• [Work task] Transcribe the listing from its top line through the line with "0,100% 100%,50% 72%,0". Keep it exact, both ends included, and add nothing.

• [Supplied material]

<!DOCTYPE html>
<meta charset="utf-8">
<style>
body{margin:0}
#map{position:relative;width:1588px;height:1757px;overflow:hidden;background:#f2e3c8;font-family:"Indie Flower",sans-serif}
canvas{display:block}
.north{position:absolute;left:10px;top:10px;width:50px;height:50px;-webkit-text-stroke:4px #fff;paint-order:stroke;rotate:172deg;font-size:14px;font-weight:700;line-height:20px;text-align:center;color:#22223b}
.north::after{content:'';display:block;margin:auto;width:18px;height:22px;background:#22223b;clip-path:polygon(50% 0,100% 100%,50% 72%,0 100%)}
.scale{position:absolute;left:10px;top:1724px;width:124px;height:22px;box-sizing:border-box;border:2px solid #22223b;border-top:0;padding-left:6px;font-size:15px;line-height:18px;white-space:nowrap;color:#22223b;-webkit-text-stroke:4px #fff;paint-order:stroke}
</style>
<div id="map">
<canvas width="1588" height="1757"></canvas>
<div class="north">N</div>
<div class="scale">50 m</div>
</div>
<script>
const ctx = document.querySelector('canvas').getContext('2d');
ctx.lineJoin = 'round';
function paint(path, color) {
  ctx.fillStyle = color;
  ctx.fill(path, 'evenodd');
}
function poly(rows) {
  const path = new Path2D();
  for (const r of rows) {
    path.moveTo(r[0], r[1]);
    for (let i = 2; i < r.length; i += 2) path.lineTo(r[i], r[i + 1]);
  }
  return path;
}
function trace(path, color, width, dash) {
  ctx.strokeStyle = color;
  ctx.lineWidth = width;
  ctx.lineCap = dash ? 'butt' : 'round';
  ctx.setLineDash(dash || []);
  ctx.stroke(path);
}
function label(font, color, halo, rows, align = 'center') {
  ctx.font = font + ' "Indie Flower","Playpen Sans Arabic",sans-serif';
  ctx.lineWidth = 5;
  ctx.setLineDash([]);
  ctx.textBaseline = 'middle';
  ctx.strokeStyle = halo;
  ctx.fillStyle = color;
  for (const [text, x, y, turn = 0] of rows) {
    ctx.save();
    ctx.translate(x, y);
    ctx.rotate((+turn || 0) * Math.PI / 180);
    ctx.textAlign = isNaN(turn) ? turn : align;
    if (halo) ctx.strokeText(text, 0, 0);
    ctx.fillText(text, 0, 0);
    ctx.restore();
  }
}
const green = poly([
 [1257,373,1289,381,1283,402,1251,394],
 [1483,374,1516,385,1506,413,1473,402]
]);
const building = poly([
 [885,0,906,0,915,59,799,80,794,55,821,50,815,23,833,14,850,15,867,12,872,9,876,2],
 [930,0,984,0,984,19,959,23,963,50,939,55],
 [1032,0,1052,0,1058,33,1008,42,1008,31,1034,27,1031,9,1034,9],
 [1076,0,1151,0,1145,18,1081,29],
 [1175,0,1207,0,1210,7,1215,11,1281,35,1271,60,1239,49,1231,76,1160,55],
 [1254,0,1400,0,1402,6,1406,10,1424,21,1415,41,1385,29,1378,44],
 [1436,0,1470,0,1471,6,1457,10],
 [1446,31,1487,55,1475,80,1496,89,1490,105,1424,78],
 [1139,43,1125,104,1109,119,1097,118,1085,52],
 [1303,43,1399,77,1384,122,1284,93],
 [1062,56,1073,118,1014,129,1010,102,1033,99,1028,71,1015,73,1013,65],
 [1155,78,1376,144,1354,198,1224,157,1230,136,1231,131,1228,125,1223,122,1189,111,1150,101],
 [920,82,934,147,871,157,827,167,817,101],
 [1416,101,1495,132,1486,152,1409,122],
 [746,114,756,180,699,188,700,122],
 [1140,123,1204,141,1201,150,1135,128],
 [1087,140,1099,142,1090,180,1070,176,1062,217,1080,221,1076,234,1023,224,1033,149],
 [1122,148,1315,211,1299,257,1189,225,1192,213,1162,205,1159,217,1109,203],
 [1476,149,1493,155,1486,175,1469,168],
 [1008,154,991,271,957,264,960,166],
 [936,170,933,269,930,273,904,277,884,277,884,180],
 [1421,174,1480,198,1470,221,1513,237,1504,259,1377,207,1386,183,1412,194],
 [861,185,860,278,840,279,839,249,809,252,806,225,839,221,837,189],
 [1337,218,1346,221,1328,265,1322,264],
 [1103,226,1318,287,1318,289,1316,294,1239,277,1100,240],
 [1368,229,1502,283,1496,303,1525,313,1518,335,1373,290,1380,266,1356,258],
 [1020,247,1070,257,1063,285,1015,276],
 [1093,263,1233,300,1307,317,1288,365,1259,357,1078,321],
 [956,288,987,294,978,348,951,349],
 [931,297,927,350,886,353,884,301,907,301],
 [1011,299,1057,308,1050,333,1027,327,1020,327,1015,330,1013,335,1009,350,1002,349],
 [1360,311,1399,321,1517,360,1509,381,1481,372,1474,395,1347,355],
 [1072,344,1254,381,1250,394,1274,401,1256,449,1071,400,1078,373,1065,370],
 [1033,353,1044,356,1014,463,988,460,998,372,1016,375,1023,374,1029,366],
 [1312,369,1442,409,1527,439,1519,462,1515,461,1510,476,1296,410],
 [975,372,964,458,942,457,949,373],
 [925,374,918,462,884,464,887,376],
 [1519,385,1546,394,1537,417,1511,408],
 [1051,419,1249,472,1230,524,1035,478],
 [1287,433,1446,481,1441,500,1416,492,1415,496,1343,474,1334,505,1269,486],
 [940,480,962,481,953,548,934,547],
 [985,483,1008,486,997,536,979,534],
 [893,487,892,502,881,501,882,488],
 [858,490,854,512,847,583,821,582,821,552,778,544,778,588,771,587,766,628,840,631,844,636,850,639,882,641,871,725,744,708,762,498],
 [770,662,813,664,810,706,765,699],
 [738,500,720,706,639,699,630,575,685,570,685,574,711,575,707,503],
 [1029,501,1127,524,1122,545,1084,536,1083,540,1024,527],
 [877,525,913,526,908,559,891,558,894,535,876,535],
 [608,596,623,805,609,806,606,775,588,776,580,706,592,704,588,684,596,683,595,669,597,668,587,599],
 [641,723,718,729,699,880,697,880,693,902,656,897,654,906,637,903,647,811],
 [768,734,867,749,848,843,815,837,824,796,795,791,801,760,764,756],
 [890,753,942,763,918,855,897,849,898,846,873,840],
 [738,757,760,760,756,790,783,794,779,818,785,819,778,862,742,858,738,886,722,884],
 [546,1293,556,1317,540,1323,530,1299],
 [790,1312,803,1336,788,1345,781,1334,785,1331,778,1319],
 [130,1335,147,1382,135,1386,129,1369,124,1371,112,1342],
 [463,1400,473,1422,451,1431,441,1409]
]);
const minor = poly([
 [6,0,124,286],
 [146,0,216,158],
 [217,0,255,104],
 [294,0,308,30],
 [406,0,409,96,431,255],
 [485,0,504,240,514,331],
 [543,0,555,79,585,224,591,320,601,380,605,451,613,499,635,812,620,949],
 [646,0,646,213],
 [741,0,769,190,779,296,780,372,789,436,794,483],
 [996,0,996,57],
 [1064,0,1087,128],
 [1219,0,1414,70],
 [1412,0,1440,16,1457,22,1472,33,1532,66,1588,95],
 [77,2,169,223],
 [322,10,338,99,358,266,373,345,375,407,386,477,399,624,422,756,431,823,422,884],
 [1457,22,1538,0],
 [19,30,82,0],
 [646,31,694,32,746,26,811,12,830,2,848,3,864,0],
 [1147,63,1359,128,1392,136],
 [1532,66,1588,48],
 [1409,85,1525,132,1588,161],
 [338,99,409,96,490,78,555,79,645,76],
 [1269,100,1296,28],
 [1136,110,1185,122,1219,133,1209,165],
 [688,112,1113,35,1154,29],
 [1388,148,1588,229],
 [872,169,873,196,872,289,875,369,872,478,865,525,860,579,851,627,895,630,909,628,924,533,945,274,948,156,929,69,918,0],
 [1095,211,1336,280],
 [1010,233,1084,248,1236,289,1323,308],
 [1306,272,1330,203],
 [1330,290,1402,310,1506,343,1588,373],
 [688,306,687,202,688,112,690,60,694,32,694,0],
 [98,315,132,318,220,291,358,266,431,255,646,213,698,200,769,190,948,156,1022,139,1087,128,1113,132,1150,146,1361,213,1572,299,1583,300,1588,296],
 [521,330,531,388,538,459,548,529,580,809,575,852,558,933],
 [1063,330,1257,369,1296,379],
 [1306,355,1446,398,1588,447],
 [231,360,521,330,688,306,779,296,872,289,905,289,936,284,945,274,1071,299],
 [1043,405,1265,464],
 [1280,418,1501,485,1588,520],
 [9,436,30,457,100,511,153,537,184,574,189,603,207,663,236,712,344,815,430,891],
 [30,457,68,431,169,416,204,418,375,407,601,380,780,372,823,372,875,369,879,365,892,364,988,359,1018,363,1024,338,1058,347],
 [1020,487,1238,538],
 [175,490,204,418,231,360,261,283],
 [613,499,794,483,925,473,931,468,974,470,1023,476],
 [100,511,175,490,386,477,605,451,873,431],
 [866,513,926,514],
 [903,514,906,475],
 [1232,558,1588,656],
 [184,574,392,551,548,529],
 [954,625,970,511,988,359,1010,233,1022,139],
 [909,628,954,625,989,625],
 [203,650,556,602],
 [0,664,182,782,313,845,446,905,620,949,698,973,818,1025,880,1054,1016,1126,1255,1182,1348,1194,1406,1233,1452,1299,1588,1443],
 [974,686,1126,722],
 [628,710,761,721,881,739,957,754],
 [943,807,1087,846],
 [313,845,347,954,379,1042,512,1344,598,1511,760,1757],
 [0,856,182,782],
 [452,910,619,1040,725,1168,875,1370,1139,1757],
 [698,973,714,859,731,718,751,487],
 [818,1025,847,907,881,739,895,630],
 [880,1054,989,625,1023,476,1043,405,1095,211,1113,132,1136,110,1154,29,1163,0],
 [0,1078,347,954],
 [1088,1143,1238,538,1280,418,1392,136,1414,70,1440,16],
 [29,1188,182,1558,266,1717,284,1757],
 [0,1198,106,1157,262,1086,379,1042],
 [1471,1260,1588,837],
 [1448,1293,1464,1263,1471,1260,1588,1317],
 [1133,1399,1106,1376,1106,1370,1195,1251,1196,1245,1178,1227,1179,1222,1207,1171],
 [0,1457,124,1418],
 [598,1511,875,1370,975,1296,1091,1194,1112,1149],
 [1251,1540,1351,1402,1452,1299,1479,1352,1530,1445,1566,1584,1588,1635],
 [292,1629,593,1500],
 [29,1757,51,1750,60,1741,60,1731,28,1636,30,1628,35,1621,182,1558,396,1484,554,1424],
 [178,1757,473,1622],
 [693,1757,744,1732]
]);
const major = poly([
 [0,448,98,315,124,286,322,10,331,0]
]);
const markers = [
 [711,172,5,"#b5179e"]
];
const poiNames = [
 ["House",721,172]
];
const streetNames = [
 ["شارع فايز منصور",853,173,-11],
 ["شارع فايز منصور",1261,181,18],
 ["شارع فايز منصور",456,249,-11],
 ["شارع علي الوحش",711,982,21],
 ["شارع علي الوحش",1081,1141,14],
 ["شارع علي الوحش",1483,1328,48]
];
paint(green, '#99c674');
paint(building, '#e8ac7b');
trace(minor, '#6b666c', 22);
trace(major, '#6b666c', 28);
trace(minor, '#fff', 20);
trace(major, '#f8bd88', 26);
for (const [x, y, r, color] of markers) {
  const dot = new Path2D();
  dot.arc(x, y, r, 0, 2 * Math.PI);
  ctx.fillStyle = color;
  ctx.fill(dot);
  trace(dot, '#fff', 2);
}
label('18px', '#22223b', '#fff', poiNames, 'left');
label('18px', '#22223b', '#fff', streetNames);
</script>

• [Solution to this problem]
<!DOCTYPE html>
<meta charset="utf-8">
<style>
body{margin:0}
#map{position:relative;width:1588px;height:1757px;overflow:hidden;background:#f2e3c8;font-family:"Indie Flower",sans-serif}
canvas{display:block}
.north{position:absolute;left:10px;top:10px;width:50px;height:50px;-webkit-text-stroke:4px #fff;paint-order:stroke;rotate:172deg;font-size:14px;font-weight:700;line-height:20px;text-align:center;color:#22223b}
.north::after{content:'';display:block;margin:auto;width:18px;height:22px;background:#22223b;clip-path:polygon(50% 0,100% 100%,50% 72%,0 100%)}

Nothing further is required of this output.